◆ **DIRECTIONS**: Only the count should appear in your answer: how many lines of the data below contain the word "Balcanico"?

━━━ DATASET RECORDS ━━━

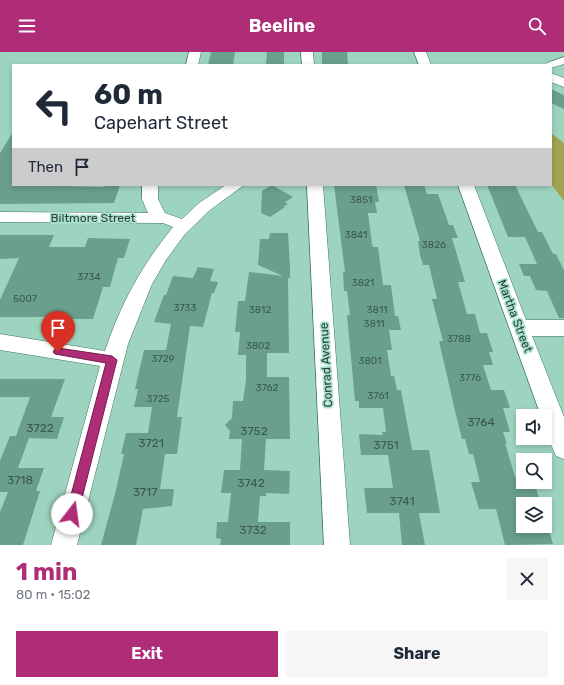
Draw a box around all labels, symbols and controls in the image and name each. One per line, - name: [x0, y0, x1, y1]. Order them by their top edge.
- icon: menu: [16, 15, 38, 37]
- text: Beeline: [249, 15, 315, 37]
- icon: search: [526, 15, 548, 37]
- text: 60 m: [94, 78, 163, 111]
- icon: left: [28, 80, 80, 132]
- text: Capehart Street: [94, 112, 228, 134]
- icon: arrive: [71, 156, 93, 178]
- text: Then: [28, 158, 63, 176]
- house number: 3851: [350, 194, 372, 206]
- street label: Biltmore Street: [51, 211, 136, 225]
- house number: 3841: [345, 229, 367, 241]
- house number: 3826: [422, 239, 446, 251]
- house number: 3734: [77, 271, 101, 283]
- house number: 3821: [352, 277, 374, 289]
- street label: Martha Street: [495, 278, 535, 355]
- house number: 5007: [13, 293, 37, 305]
- house number: 3733: [173, 302, 197, 314]
- house number: 3812: [249, 304, 271, 316]
- house number: 3811: [367, 304, 387, 316]
- pin: [41, 311, 75, 352]
- icon: arrive: [47, 317, 69, 339]
- house number: 3811: [364, 318, 384, 330]
- street label: Conrad Avenue: [317, 322, 335, 408]
- house number: 3788: [447, 333, 471, 345]
- house number: 3802: [246, 340, 270, 352]
- house number: 3729: [152, 353, 175, 365]
- house number: 3801: [359, 355, 382, 367]
- house number: 3776: [459, 372, 481, 384]
- house number: 3762: [256, 382, 278, 394]
- house number: 3761: [368, 390, 388, 402]
- house number: 3725: [147, 393, 170, 405]
- map controls: [516, 409, 552, 533]
- button: sound: [516, 409, 552, 445]
- house number: 3764: [467, 415, 495, 429]
- house number: 3722: [26, 421, 54, 435]
- house number: 3752: [240, 424, 268, 438]
- house number: 3721: [138, 436, 164, 450]
- house number: 3751: [373, 438, 399, 452]
- button: search: [516, 453, 552, 489]
- house number: 3718: [7, 473, 33, 487]
- house number: 3742: [237, 476, 265, 490]
- house number: 3717: [133, 485, 157, 499]
- position arrow: [51, 493, 93, 535]
- house number: 3741: [389, 494, 415, 508]
- button: layers: [516, 497, 552, 533]
- house number: 3732: [239, 523, 267, 537]
- text: 1 min: [16, 558, 77, 586]
- button: close: [506, 558, 548, 600]
- text: 80 m · 15:02: [16, 587, 90, 602]
- button: Exit: [16, 631, 278, 677]
- button: Share: [286, 631, 548, 677]

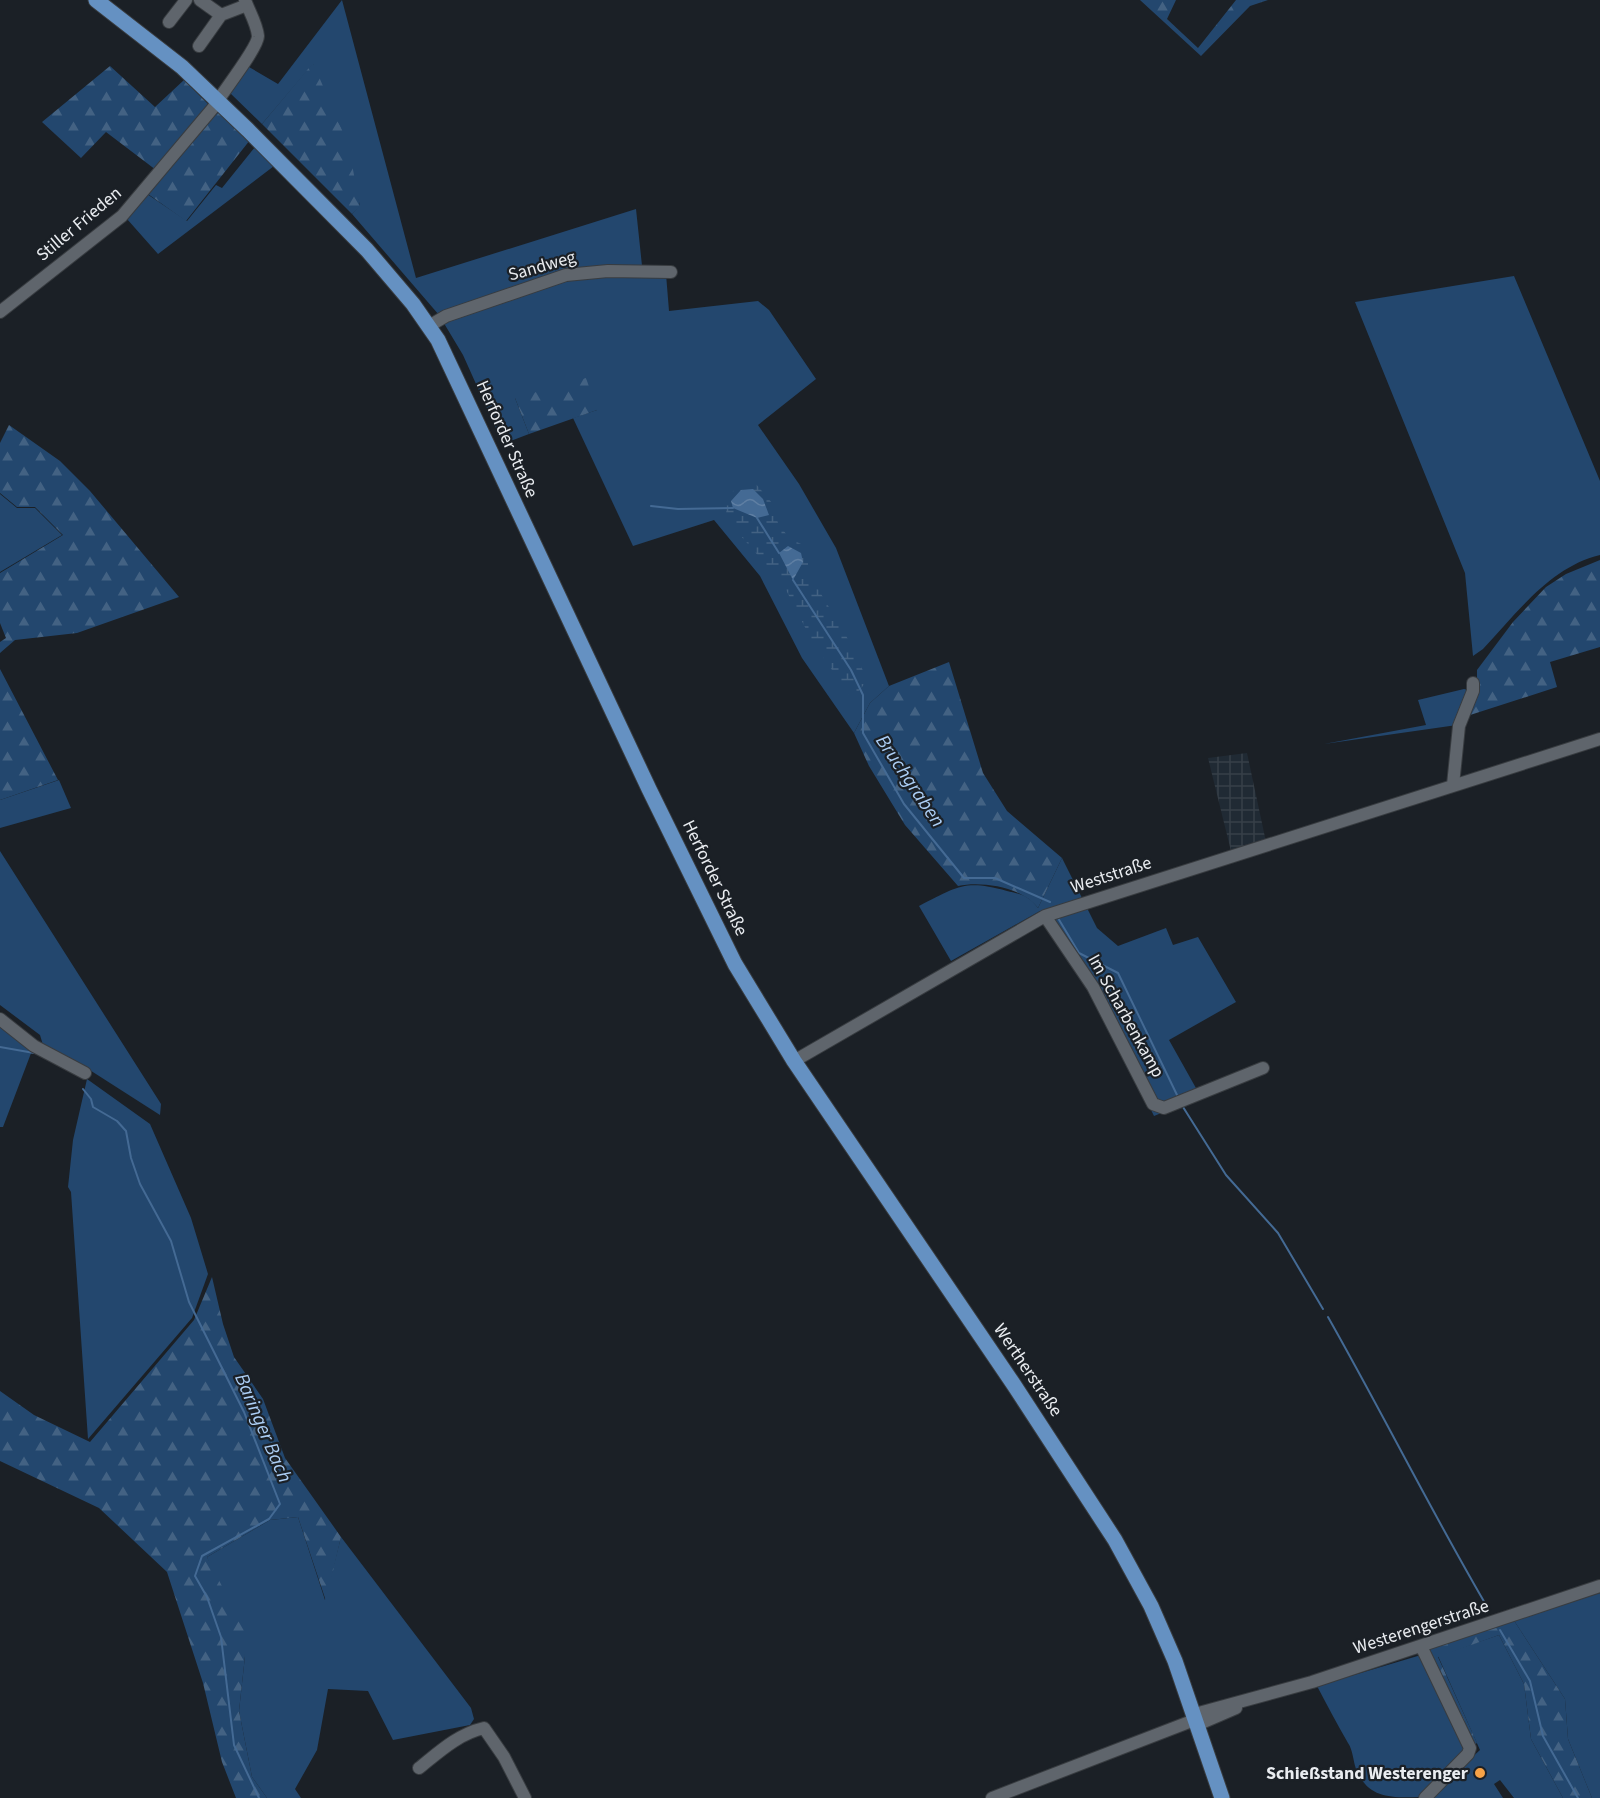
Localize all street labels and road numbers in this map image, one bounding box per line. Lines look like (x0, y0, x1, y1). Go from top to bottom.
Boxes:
street label: Stiller Frieden (31, 181, 127, 267)
street label: Sandweg (505, 244, 579, 288)
street label: Herforder Straße (470, 376, 544, 502)
street label: Herforder Straße (676, 816, 754, 940)
street label: Weststraße (1067, 850, 1155, 900)
street label: Im Scharbenkamp (1082, 950, 1170, 1082)
street label: Wertherstraße (988, 1318, 1069, 1422)
street label: Westerengerstraße (1350, 1593, 1492, 1661)

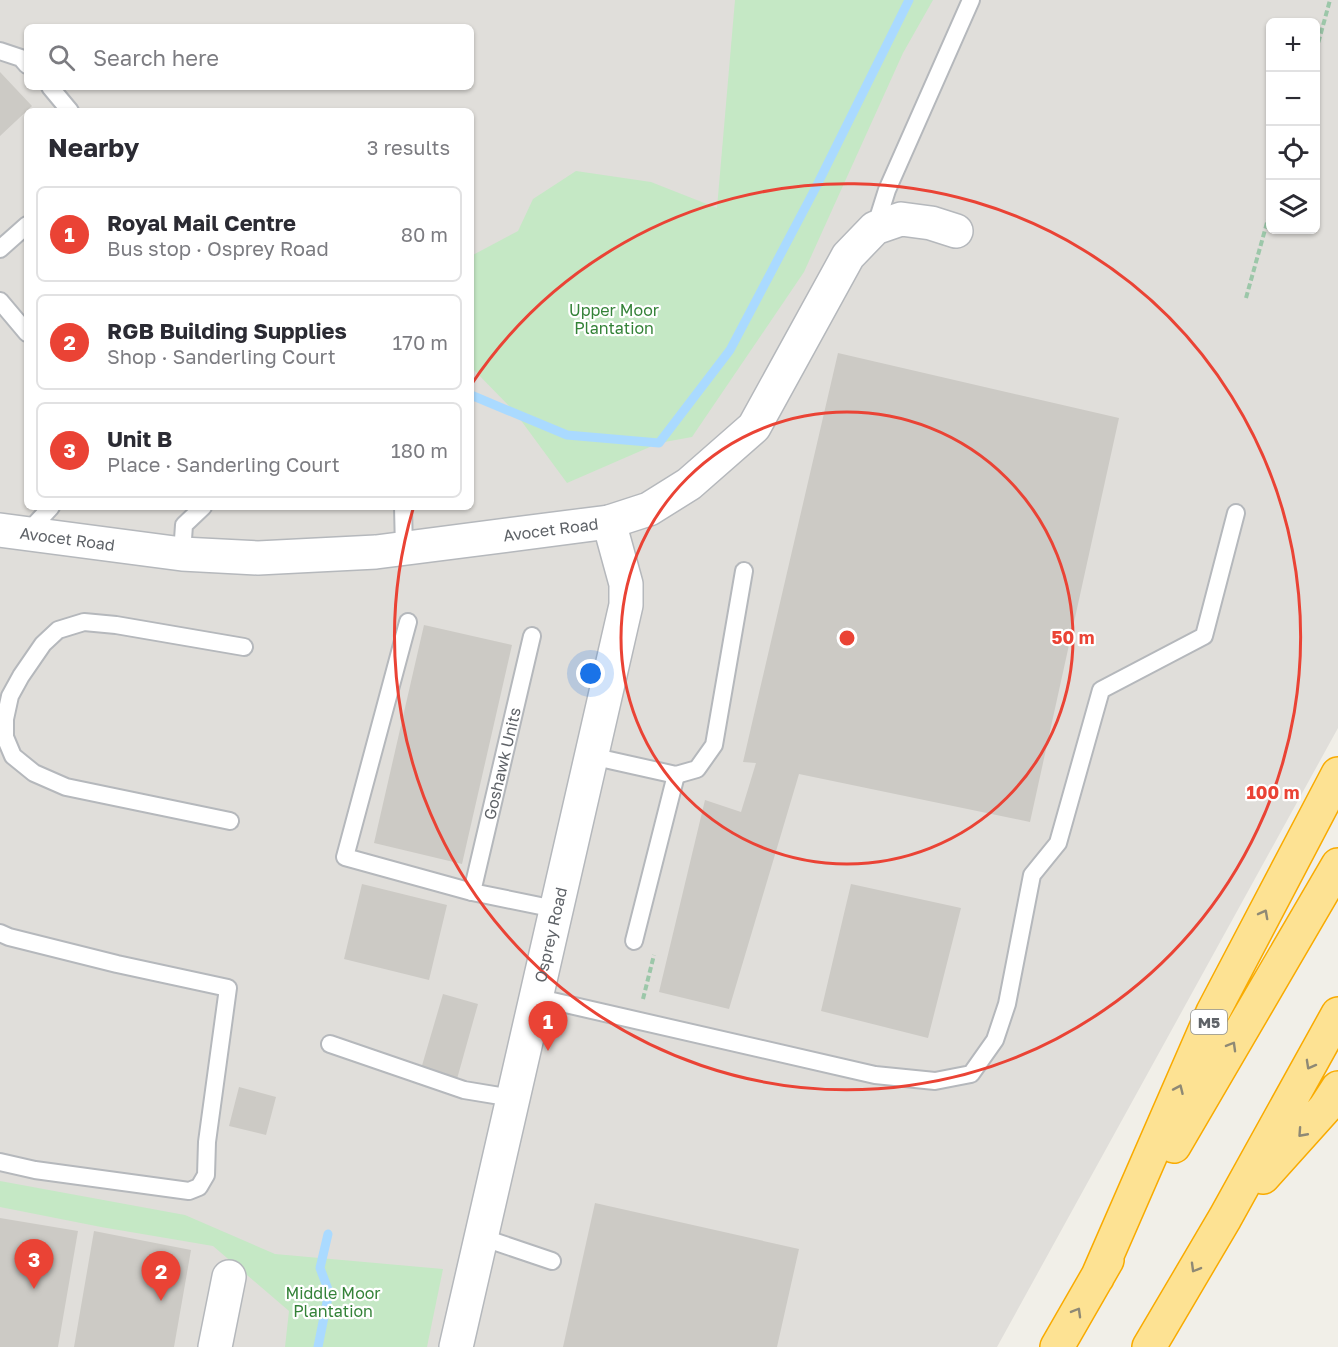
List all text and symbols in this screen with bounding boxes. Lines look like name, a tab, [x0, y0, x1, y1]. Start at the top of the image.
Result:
map controls	[1266, 18, 1320, 234]
button: +	[1266, 18, 1320, 72]
search box	[24, 24, 474, 90]
icon: search	[45, 41, 78, 74]
text: Search here	[93, 44, 219, 71]
button: −	[1266, 72, 1320, 126]
button: locate	[1266, 126, 1320, 180]
text: Nearby	[48, 132, 139, 163]
text: 3 results	[367, 135, 450, 159]
button: layers	[1266, 180, 1320, 234]
text: Royal Mail Centre	[107, 209, 296, 236]
text: 1	[64, 222, 75, 246]
text: 80 m	[401, 222, 448, 246]
text: Bus stop · Osprey Road	[107, 236, 329, 260]
park label: Upper Moor Plantation	[569, 300, 659, 338]
text: RGB Building Supplies	[107, 317, 347, 344]
text: 2	[63, 330, 76, 354]
text: 170 m	[393, 330, 448, 354]
text: Shop · Sanderling Court	[107, 344, 336, 368]
text: Unit B	[107, 425, 172, 452]
text: 3	[63, 438, 76, 462]
text: 180 m	[391, 438, 448, 462]
text: Place · Sanderling Court	[107, 452, 340, 476]
street label: Avocet Road	[502, 513, 599, 546]
street label: Avocet Road	[19, 523, 116, 555]
text: 50 m	[1052, 626, 1094, 648]
centre of rings	[837, 628, 857, 648]
your location	[576, 659, 605, 688]
street label: Goshawk Units	[479, 705, 525, 822]
text: 100 m	[1247, 781, 1299, 803]
street label: Osprey Road	[530, 885, 571, 984]
one-way arrow	[1257, 910, 1268, 920]
pin: 1	[528, 1002, 568, 1051]
road number: M5	[1191, 1010, 1227, 1034]
one-way arrow	[1225, 1042, 1237, 1052]
one-way arrow	[1305, 1059, 1317, 1070]
one-way arrow	[1172, 1085, 1184, 1096]
one-way arrow	[1298, 1127, 1309, 1137]
pin: 3	[15, 1240, 54, 1289]
pin: 2	[142, 1252, 180, 1301]
one-way arrow	[1191, 1262, 1203, 1272]
park label: Middle Moor Plantation	[285, 1283, 381, 1321]
one-way arrow	[1070, 1308, 1081, 1318]

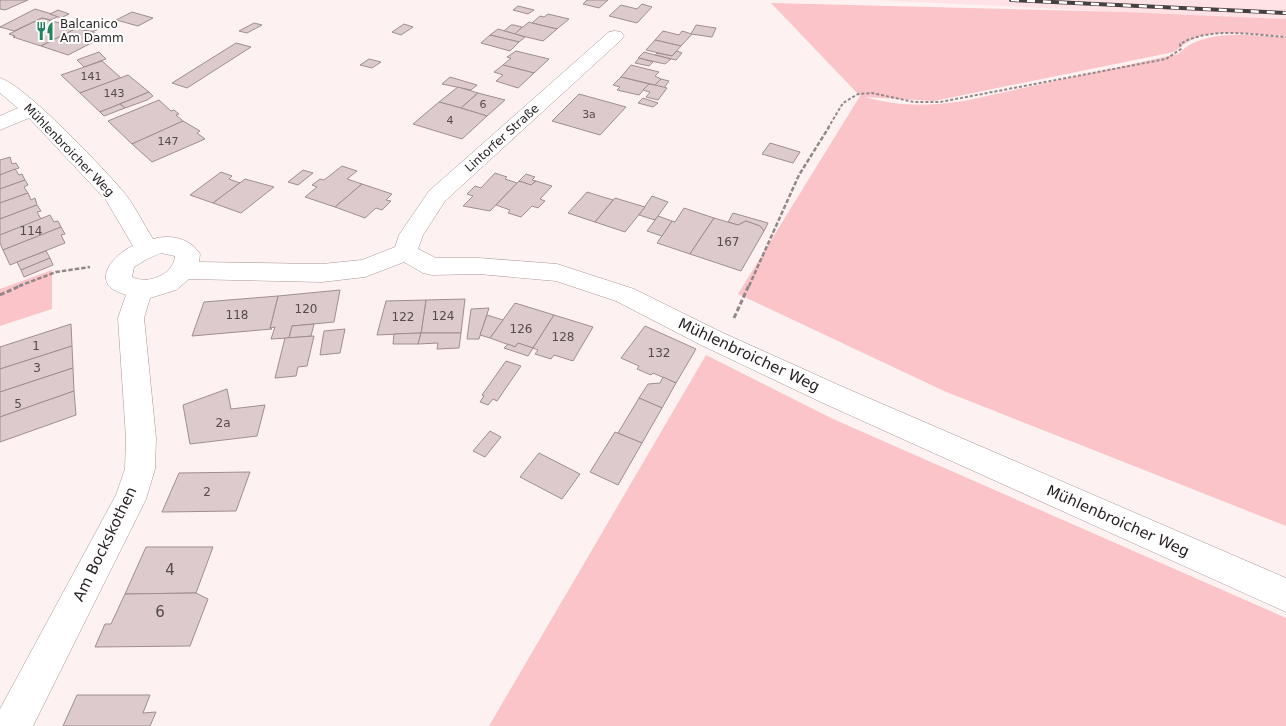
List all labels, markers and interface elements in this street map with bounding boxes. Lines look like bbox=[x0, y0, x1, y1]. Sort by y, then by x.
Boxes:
place label: Balcanico Am Damm bbox=[60, 17, 124, 45]
restaurant icon: Balcanico Am Damm bbox=[34, 20, 56, 42]
house number: 141 bbox=[81, 70, 102, 83]
house number: 143 bbox=[104, 87, 125, 100]
house number: 6 bbox=[480, 98, 487, 111]
street label: Mühlenbroicher Weg bbox=[21, 101, 117, 199]
street label: Lintorfer Straße bbox=[462, 101, 542, 175]
house number: 3a bbox=[582, 108, 596, 121]
house number: 4 bbox=[447, 114, 454, 127]
house number: 147 bbox=[158, 135, 179, 148]
house number: 114 bbox=[20, 224, 42, 238]
house number: 167 bbox=[717, 235, 739, 249]
house number: 120 bbox=[295, 302, 317, 316]
house number: 118 bbox=[226, 308, 248, 322]
house number: 124 bbox=[432, 309, 454, 323]
house number: 122 bbox=[392, 310, 414, 324]
street label: Mühlenbroicher Weg bbox=[675, 314, 823, 396]
house number: 126 bbox=[510, 322, 532, 336]
house number: 128 bbox=[552, 330, 574, 344]
house number: 1 bbox=[32, 339, 40, 353]
house number: 132 bbox=[648, 346, 670, 360]
house number: 3 bbox=[33, 361, 41, 375]
house number: 5 bbox=[14, 397, 22, 411]
house number: 2a bbox=[216, 416, 231, 430]
street label: Mühlenbroicher Weg bbox=[1044, 481, 1192, 561]
street label: Am Bockskothen bbox=[69, 484, 141, 604]
house number: 2 bbox=[203, 485, 211, 499]
house number: 4 bbox=[165, 561, 175, 579]
house number: 6 bbox=[155, 603, 165, 621]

━━━

◆ **TASK OUTPUT**: 2